Ellen Leake and her husband first purchased land in Mississippi hill country in the 1990s, thinking it would be a timber investment. “But,” she says, “we started spending time on the property and decided the land was extraordinary, so we began to think about a private retreat for our family.” They soon began construction on a weekend home, called the Boathouse, which was completed in 2021. “My husband, Eason, said it was perfect except for one thing: he wanted neighbors and a sense of community. That’s when the idea of Splinter Creek was born. Rather than an ah-ha moment, the project evolved over a decade.” 

Splinter Creek is a 650-acre property about 10 miles outside Oxford, Mississippi. Approximately 250 acres of the land is being developed into a lakeside community with a small number of homesites; the remainder is in a natural preserve. “We see future residents designing homes that will integrate with the natural features of the land, preserving mature trees and native plants and complementing the distinctive topography of the area,” Ellen says. 

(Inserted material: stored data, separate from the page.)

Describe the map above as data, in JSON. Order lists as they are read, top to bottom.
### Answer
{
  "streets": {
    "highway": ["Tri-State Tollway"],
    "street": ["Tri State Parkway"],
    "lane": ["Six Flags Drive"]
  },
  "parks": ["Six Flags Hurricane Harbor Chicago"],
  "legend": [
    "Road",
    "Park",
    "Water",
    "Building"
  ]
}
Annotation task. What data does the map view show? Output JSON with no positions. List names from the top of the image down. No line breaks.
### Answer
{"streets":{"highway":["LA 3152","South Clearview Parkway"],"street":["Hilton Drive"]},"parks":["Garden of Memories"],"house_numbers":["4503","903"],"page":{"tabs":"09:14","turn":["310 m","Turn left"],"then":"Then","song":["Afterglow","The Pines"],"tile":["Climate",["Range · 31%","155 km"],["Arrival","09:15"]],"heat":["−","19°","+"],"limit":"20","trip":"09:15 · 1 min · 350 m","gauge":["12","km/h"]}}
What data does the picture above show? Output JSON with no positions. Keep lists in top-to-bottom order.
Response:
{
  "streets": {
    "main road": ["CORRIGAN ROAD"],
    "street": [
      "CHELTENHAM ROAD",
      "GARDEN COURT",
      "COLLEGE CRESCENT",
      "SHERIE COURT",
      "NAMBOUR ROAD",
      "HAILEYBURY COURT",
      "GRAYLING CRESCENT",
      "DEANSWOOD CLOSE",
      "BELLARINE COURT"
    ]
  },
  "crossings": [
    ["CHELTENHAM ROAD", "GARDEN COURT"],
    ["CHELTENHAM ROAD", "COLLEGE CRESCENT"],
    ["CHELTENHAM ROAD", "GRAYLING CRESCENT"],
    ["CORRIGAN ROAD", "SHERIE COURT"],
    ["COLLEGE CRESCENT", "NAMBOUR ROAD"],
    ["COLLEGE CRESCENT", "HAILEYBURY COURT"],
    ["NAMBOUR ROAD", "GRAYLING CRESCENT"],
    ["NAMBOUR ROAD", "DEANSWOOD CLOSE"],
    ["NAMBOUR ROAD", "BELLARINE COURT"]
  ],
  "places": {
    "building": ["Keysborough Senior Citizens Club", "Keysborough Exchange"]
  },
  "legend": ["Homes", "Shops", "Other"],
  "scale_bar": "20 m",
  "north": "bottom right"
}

They worked with architectural firm Lake|Flato to design the Boathouse as well as Splinter Creek’s overall plan. “The firm has a reputation as a national leader in master planning and design of eco-conservation projects,” Ellen explains. “Their design process started with a comprehensive understanding of the environmental and cultural context and employed sustainable strategies unique to our region. For example, they incorporated gabion walls, a feature used throughout the property, for erosion control. Rather than new, interlocking concrete erosion walls, Lake|Flato suggested a low-tech, age-old approach that uses ‘cages of river stones’ (gabions) as retaining walls which blend into the natural landscape. Another example, given our climate, they designed our house with roof lines to maximize generous over-hangs and wide screen porches.”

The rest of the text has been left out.